Edwards said the tight interdependency of regional economies in Asia means it’s impossible to ignore the interplay of currency rates there. And he added that the yen’s steep weakening from then historic peaks in 1995 through 1997 was a major trigger for the devastating Asian currency crises and financial collapse that followed in 1997 and 1998.
Neil MacKinnon, economist at Russian bank VTB Capital, reckons that if you view the “currency wars” as an attempted devaluation of G7 currencies en bloc against the emerging markets, then it now may be time to be wary of the latter.
“The Chinese certainly have less of a stomach for yuan strength at this stage and the relative growth story has shifted now overall for emerging currencies,” he said.
What’s more, Stephen Jen of hedge fund SLJ Macro Partners said if you look at the 15 percent wage inflation in China of recent years rather than more modest goods price inflation, then the yuan may already be at “equilibrium” and more two-way risk is in store. “It’s no longer clear the yuan is undervalued.”

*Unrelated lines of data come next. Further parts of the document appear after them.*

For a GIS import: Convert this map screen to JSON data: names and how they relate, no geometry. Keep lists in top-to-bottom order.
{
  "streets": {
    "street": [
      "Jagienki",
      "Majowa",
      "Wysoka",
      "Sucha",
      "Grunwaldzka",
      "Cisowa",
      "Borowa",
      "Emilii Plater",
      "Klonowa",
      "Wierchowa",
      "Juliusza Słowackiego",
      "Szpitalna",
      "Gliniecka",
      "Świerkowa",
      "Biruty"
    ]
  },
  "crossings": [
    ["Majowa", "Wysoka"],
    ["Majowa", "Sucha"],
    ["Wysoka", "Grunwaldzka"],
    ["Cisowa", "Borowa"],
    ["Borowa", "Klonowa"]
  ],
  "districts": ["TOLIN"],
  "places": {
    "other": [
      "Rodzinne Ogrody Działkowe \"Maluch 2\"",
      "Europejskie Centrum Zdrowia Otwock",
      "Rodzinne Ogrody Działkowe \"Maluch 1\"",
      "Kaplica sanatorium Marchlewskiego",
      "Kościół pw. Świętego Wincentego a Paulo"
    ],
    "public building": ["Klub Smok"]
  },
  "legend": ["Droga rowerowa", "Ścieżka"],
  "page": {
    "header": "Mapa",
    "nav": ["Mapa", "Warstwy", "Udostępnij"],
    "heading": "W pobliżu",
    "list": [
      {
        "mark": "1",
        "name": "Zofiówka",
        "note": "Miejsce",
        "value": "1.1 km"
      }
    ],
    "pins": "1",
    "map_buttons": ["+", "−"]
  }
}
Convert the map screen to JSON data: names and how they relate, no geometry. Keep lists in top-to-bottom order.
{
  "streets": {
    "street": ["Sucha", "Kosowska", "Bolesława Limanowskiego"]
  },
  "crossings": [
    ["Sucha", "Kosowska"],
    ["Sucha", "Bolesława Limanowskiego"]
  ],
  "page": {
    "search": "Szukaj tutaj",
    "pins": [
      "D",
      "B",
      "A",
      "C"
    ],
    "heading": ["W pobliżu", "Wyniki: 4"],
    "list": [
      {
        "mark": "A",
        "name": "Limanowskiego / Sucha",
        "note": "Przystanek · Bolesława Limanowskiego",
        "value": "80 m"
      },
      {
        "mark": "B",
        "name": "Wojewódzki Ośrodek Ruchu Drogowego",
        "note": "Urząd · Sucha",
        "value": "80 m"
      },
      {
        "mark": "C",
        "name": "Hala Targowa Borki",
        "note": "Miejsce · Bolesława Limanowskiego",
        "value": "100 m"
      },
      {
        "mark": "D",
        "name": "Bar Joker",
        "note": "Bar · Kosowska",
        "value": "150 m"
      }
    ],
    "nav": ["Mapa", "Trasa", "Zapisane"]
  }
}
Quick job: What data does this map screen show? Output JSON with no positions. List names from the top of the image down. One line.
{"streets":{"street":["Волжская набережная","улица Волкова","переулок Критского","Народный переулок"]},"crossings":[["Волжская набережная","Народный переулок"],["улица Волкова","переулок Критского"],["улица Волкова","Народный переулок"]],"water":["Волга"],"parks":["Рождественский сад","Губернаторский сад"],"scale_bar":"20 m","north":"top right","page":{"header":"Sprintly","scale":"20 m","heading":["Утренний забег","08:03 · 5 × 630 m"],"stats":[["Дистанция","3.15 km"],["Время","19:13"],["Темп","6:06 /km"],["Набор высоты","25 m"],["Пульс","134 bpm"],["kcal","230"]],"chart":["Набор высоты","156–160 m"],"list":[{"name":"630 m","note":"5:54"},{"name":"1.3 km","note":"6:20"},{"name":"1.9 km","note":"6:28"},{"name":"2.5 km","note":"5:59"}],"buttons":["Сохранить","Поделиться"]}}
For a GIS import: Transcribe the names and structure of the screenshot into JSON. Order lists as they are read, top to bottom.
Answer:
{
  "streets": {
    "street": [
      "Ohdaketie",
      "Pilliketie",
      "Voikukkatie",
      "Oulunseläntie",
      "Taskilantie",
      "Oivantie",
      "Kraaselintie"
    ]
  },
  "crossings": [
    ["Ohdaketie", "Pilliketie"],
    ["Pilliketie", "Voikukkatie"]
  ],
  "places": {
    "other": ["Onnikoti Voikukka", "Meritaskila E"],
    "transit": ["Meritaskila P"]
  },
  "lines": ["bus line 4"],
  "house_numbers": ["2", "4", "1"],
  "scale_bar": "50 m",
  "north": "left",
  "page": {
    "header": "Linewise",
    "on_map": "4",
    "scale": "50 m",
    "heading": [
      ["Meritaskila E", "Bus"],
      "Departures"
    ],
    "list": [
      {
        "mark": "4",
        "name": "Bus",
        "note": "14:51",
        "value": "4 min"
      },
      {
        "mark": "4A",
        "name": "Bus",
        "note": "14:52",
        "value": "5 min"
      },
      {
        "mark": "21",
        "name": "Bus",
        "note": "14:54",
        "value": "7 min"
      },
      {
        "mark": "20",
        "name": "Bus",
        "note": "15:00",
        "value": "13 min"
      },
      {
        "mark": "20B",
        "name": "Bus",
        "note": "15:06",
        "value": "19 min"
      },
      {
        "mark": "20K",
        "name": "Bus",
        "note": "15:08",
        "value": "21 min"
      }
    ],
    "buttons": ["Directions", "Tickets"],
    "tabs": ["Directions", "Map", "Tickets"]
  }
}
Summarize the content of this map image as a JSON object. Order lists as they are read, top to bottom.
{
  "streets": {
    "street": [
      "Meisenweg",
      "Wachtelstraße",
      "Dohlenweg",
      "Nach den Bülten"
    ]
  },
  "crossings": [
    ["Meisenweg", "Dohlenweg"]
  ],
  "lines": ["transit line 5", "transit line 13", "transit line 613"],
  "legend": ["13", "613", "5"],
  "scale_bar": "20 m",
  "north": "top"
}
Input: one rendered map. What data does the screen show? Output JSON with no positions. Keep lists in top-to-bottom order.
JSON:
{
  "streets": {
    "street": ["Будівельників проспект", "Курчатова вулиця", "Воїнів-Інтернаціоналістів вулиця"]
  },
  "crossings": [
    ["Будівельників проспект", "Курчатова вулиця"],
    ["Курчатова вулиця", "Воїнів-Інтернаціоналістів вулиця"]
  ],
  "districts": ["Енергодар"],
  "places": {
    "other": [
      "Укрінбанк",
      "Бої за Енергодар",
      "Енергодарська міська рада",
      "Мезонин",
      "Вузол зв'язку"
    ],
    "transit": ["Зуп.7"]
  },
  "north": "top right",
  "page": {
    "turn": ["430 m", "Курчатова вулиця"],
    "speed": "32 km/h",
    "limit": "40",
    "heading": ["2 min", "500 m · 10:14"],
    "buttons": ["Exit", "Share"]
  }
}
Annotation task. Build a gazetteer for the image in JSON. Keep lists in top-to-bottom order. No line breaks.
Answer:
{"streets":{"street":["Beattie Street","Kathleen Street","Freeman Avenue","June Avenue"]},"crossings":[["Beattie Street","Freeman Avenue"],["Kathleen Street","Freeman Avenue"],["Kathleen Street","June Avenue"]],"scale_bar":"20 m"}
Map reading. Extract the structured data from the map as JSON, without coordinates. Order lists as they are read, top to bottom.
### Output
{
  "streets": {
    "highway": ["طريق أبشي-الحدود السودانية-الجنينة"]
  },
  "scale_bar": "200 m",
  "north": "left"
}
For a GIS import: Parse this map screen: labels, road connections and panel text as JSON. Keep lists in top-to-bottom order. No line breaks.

The question then is whether it’s possible for investors to stay bullish on emerging markets while skeptical on China.
A monthly survey of fund managers by Bank of America Merrill Lynch released on Tuesday showed funds still heavily overweight emerging equities. However, while expectations for global growth improved this month, the outlook for China fell.
But the currency equation should be critical. UBS estimates that over the past decade currency moves contributed an average 46 percent of total return during seven of the years where total returns and currency return were positive.
And moves had as much to do with trends in the dollar as any view on local currencies. Of 22 main emerging units, 11 recorded gains of more than 10 percent against the greenback in that time, but only three currencies - from Brazil, China and Peru - recorded gains of 10 percent on a nominal trade-weighted basis.
So, if the dollar is poised to recover on a stabilizing U.S. economy and rising U.S. Treasury yields, the betting on emerging currencies is complicated even further. UBS reckon emerging currencies still look good on a 1-3 year horizon but there may be lots of bumps in the meantime.
“In the coming weeks and months, we believe we are more likely to hear rhetoric about currency wars rather than inflation wars - which is why today we have a tactical short term call to be long U.S. dollars,” UBS economists told clients last week.